Negative scores, this model is performing worse than just guessing the mean of good sleep effectiveness.  Brutal.


### User Based Collaborative Filtering with KMeans

This is finding the K users that are most like the test user, and taking the mean of their target values.  Fortunately for me, this is exactly what scikit-learn's Nearest Neighbour Regressor does.  And this time I'll be able to use exhaustive grid search to find my parameters.

In [68]:
from sklearn.neighbors import KNeighborsRegressor
from sklearn import grid_search
from sklearn.cross_validation import train_test_split

#using same data structure as kmeans solution
X = all_good_sleep.drop('good sleep', axis=1)
y = all_good_sleep['good sleep']

X_train, X_test, y_train, y_test = train_test_split(
    X, y, test_size=0.2, random_state=0)

parameters = {'weights':('uniform', 'distance'), 'n_neighbors':[1,2,3,4,5,6,7,8]}
nn = KNeighborsRegressor(1)
clf = grid_search.GridSearchCV(nn, parameters)  #scorer defaults to r2
clf.fit(X_train, y_train)
print clf.best_params_
pred = clf.predict(X_test)
print pred
print y_test
print r2_score(y_test, pred)

{'n_neighbors': 5, 'weights': 'uniform'}
[-0.01175926 -0.12170198  0.04530992  0.23189434 -0.35776607 -0.06608979
 -0.02884755]
2     0.070833
29   -0.380952
13    0.125000
10    1.250000
27    0.711111
25    0.297259
22   -0.191139
Name: good sleep, dtype: float64
-0.304938246319


Ouch.  We might be able to improve that with PCA.  But given the extremely low score, it doesn't seem like a valuable use of time to continue this line of thinking.

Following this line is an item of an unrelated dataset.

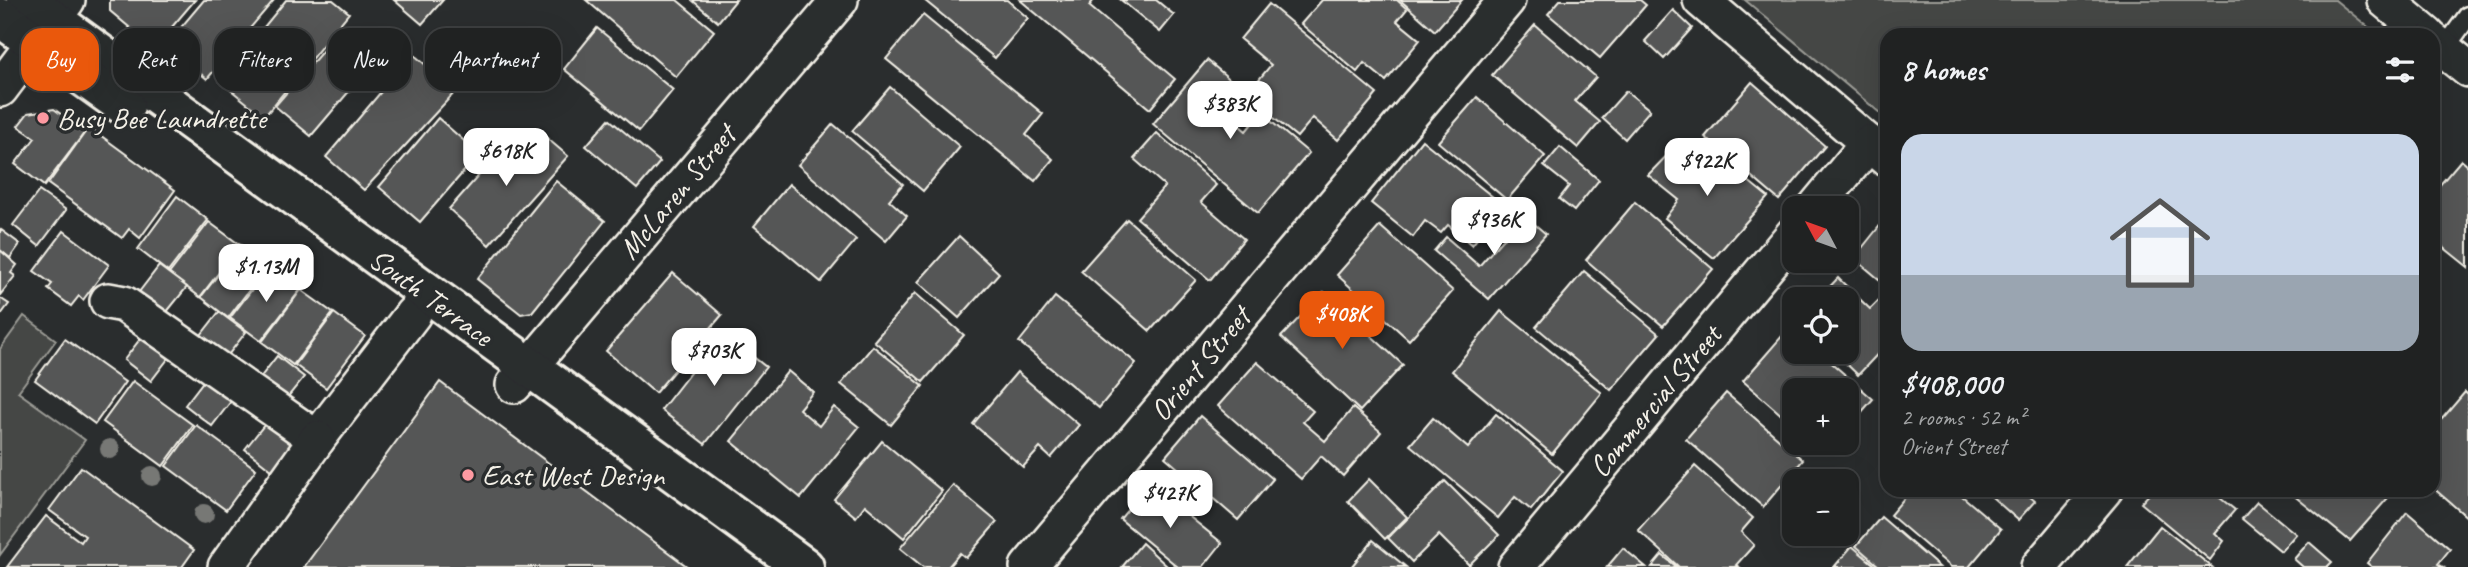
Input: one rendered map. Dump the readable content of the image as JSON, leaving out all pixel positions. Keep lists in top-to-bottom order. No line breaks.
{"streets":{"street":["McLaren Street","South Terrace","Orient Street","Commercial Street"]},"crossings":[["McLaren Street","South Terrace"]],"places":["Busy Bee Laundrette","East West Design"],"north":"top left","page":{"chip":["Buy","Rent","Filters","New","Apartment"],"heading":"8 homes","price":["$383K","$618K","$922K","$936K","$1.13M","$408K","$703K","$427K"],"list":[{"name":"$408,000","note":"2 rooms · 52 m² · Orient Street"}],"map_buttons":["+","−"]}}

I'm uncertain, but I believe the reason for the user based filtering not working well may have to do with having so many features that are unrelated to the predicted value.  It is even likely that almost all of the features that I'm using to describe a user are totally irrelevant to the value that I'm trying to predict.  The item-based method does not suffers from because it finds the most relevant feature (by cosine distance) and discards the rest.  So some further investigation may involve trying to solve this problem.


### Wrap-up

The item based recommender is greatly outperforming both types of user based recommenders.  For the time being I'll be proceeding with building that out.  It should be noted though, that as this dataset grows in both breadth and depth, we should revisit this notebook.  Just drop in a new CSV and run each section and see how the r2 scores change.